-- WORK INSTRUCTIONS --
Starting at the first line of the data below, retype every line up to and including the one containing "Annotation task. Build".

**** AVAILABLE DATA ****

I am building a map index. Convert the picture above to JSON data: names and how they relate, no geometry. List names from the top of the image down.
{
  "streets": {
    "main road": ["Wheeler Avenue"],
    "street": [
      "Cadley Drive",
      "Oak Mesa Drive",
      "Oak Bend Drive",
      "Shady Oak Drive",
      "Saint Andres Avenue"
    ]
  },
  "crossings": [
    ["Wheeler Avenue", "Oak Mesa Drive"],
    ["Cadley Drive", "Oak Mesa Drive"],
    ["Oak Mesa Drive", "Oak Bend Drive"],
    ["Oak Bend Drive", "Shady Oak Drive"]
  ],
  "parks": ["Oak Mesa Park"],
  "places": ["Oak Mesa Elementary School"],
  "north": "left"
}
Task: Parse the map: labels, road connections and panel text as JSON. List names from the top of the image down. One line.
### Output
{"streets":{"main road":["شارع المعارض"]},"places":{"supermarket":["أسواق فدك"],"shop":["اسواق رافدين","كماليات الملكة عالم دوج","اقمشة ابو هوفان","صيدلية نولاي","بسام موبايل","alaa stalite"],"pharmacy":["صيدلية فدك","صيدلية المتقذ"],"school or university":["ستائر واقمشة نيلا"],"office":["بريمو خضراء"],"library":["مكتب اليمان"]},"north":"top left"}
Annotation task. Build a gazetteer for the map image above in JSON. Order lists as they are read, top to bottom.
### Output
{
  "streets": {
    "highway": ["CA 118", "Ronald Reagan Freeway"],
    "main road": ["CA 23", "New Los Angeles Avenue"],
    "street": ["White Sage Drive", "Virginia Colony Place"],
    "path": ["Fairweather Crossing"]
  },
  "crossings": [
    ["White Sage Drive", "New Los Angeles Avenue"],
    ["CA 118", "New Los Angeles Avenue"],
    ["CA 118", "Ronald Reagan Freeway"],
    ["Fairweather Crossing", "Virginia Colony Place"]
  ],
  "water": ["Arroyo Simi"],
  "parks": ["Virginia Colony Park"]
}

****

-- TASK OUTPUT --
I am building a map index. Convert the picture above to JSON data: names and how they relate, no geometry. List names from the top of the image down.
{
  "streets": {
    "main road": ["Wheeler Avenue"],
    "street": [
      "Cadley Drive",
      "Oak Mesa Drive",
      "Oak Bend Drive",
      "Shady Oak Drive",
      "Saint Andres Avenue"
    ]
  },
  "crossings": [
    ["Wheeler Avenue", "Oak Mesa Drive"],
    ["Cadley Drive", "Oak Mesa Drive"],
    ["Oak Mesa Drive", "Oak Bend Drive"],
    ["Oak Bend Drive", "Shady Oak Drive"]
  ],
  "parks": ["Oak Mesa Park"],
  "places": ["Oak Mesa Elementary School"],
  "north": "left"
}
Task: Parse the map: labels, road connections and panel text as JSON. List names from the top of the image down. One line.
### Output
{"streets":{"main road":["شارع المعارض"]},"places":{"supermarket":["أسواق فدك"],"shop":["اسواق رافدين","كماليات الملكة عالم دوج","اقمشة ابو هوفان","صيدلية نولاي","بسام موبايل","alaa stalite"],"pharmacy":["صيدلية فدك","صيدلية المتقذ"],"school or university":["ستائر واقمشة نيلا"],"office":["بريمو خضراء"],"library":["مكتب اليمان"]},"north":"top left"}
Annotation task. Build a gazetteer for the map image above in JSON. Order lists as they are read, top to bottom.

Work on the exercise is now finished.